Selon la SEC, quatre obligations permanentes sous-tendent la construction technique : des politiques écrites de gestion des risques pour les menaces technologiques et basées sur les transactions, une diligence raisonnable sur les fournisseurs de services d'actifs numériques des contreparties avant de leur acheminer des fonds, des pipelines de transmission de données fonctionnels et une préparation démontrée du système avant la date limite. Les opérateurs qui ne respectent pas ces normes risquent de perdre complètement leur licence d’exploitation en Thaïlande.
Des règles plus strictes, un code fiscal plus convivial
L'annonce de Travel Rule s'accompagne d'un effort parallèle visant à normaliser la cryptographie au sein du système financier formel de la Thaïlande. La SEC a rédigé des règles permettant aux ETF au comptant Bitcoin et Ethereum de se négocier sur la bourse nationale, et le gouvernement a introduit un taux d'impôt sur le revenu des personnes physiques de 0 % sur les gains en capital cryptographiques traités via des bourses nationales agréées. Lues ensemble, les deux pistes suggèrent une stratégie visant à resserrer le périmètre autour des activités non réglementées tout en rendant le côté réglementé du marché plus attractif pour le capital institutionnel.

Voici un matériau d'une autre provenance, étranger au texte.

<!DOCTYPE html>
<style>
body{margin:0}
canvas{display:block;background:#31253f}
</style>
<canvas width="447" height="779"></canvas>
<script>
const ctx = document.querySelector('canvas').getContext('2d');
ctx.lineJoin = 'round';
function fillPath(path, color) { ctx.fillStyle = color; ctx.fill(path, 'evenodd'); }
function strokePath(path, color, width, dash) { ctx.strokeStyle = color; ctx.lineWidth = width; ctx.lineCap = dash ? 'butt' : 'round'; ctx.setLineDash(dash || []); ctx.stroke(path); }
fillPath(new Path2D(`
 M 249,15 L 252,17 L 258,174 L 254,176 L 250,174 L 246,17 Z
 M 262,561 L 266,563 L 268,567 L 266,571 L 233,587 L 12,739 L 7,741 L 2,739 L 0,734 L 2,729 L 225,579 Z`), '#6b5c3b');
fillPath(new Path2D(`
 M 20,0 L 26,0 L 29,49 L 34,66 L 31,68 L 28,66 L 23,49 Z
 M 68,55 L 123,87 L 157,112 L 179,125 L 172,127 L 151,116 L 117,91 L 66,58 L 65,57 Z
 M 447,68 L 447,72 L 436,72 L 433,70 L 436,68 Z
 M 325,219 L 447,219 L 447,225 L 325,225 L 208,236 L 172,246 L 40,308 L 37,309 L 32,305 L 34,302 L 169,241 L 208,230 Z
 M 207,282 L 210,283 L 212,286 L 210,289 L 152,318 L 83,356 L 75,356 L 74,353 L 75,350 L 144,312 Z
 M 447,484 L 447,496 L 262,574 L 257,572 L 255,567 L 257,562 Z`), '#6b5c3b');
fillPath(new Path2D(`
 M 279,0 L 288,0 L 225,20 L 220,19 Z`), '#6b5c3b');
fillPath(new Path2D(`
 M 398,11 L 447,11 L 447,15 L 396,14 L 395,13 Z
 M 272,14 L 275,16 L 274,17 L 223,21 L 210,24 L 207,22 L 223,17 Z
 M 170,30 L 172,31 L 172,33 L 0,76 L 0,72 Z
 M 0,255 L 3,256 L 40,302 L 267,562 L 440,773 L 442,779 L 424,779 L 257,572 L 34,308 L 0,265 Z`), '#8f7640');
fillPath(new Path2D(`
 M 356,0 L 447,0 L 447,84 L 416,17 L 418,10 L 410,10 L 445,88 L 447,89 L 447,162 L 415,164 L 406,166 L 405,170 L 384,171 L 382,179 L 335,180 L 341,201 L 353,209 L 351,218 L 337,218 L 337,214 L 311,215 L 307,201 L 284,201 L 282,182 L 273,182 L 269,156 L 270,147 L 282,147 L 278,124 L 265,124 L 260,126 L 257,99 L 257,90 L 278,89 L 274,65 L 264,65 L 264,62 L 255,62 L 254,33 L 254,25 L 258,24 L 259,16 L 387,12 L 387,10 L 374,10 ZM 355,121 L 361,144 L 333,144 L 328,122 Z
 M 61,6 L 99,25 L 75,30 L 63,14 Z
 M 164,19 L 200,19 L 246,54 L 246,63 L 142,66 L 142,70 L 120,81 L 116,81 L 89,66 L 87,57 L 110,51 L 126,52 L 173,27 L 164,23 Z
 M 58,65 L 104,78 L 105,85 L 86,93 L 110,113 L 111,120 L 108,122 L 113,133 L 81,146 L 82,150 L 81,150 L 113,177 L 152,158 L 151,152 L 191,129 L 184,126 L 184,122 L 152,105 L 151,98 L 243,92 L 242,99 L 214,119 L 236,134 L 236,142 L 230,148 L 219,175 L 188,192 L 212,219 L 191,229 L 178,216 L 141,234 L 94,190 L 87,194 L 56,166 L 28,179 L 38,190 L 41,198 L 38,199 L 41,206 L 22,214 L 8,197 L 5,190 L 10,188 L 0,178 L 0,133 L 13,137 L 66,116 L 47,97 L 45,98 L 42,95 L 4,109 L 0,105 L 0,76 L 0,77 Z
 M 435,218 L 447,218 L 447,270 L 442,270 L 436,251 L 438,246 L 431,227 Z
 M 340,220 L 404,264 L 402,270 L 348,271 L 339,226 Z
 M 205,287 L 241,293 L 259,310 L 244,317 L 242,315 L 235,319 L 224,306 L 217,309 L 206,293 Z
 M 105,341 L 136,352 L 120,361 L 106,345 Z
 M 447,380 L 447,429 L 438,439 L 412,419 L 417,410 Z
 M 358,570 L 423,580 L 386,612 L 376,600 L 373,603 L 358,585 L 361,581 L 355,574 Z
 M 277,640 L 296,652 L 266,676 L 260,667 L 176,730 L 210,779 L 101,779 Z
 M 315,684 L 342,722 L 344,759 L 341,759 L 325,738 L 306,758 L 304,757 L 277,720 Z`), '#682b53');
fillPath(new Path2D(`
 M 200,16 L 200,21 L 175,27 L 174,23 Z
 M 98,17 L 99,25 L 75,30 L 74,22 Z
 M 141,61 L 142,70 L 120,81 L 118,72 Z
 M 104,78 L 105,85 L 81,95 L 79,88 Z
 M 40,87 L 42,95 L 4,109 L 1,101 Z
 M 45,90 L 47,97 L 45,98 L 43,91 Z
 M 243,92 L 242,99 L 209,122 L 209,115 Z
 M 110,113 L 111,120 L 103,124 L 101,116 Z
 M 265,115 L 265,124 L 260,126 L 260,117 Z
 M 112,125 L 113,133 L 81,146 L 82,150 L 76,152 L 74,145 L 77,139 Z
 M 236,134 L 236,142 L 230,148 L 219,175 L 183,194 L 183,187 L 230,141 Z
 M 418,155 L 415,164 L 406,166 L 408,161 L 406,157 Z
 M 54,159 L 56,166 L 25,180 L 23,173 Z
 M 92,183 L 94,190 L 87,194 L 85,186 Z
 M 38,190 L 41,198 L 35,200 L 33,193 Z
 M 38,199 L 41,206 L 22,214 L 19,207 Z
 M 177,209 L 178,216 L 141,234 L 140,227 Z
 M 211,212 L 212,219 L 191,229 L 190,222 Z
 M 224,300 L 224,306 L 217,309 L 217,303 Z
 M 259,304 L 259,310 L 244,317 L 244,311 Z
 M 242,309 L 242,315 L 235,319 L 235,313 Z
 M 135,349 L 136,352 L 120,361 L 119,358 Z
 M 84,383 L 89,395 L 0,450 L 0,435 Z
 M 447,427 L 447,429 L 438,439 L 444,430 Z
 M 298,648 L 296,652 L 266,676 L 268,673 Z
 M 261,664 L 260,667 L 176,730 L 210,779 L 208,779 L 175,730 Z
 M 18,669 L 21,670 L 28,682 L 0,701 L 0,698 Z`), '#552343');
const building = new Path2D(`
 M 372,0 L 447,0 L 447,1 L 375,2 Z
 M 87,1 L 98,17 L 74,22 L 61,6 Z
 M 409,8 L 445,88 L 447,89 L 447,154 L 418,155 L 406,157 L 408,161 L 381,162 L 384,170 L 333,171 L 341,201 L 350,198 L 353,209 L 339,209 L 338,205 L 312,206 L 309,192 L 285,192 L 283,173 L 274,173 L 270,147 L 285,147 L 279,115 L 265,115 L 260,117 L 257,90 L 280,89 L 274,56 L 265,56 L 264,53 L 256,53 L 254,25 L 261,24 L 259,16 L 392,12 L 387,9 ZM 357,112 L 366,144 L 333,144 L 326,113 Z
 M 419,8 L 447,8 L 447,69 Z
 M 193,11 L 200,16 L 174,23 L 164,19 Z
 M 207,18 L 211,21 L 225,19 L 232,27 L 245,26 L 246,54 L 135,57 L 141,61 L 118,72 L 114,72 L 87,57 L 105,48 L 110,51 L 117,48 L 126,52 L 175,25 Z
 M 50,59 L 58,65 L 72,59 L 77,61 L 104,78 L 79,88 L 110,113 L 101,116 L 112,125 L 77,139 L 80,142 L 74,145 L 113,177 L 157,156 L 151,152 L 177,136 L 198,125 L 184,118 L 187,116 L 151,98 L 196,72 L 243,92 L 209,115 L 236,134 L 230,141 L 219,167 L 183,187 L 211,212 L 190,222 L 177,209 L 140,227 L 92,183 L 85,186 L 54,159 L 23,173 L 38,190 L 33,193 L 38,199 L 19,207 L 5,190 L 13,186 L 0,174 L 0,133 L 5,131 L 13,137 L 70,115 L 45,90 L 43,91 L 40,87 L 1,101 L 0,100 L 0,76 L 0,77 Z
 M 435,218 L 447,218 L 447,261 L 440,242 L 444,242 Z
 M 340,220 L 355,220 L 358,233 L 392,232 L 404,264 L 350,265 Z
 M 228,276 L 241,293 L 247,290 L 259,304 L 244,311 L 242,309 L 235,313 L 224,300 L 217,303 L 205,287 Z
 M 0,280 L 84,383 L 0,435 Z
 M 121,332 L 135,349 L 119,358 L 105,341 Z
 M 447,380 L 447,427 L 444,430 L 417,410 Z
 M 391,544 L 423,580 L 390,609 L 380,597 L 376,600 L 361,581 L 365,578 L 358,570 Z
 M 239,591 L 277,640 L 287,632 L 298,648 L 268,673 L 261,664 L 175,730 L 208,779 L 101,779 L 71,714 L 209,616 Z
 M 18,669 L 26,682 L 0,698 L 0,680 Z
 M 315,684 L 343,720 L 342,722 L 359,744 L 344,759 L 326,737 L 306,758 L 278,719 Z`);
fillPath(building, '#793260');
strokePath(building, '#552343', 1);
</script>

Où se situe la Thaïlande parmi les régulateurs mondiaux
GAFI
La recommandation 16 fixe la référence mondiale ; ~83 % des juridictions ont pris des mesures en conséquence
Union européenne
Le règlement sur les transferts de fonds impose des contrôles de portefeuille auto-hébergés au-dessus des seuils définis
Corée du Sud
Des règles comparables de vérification des portefeuilles privés déjà en vigueur
États-Unis
Nous débattons toujours des limites d'application des clés privées entièrement décentralisées
À quoi les traders et les bourses devraient se préparer
Les utilisateurs particuliers qui transfèrent des fonds vers ou depuis des bourses sous licence thaïlandaise à partir de portefeuilles privés doivent s'attendre à des étapes de vérification supplémentaires sur les transferts supérieurs au seuil de 30 000 bahts une fois que la règle entrera en vigueur. Les utilisateurs qui accordent la priorité à la confidentialité des transactions peuvent réorienter leurs activités vers des bourses décentralisées opérant en dehors de la juridiction thaïlandaise, même si cela les éloigne également de la protection des consommateurs offerte par les plateformes sous licence. Pour les bourses, le délai de construction de six mois est serré par rapport à la complexité technique de la vérification de la propriété du portefeuille, et les plates-formes qui ne parviennent pas à fournir des systèmes fonctionnels dans les délais s'exposent à la perte de leur licence d'exploitation plutôt qu'à une amende ou un avertissement.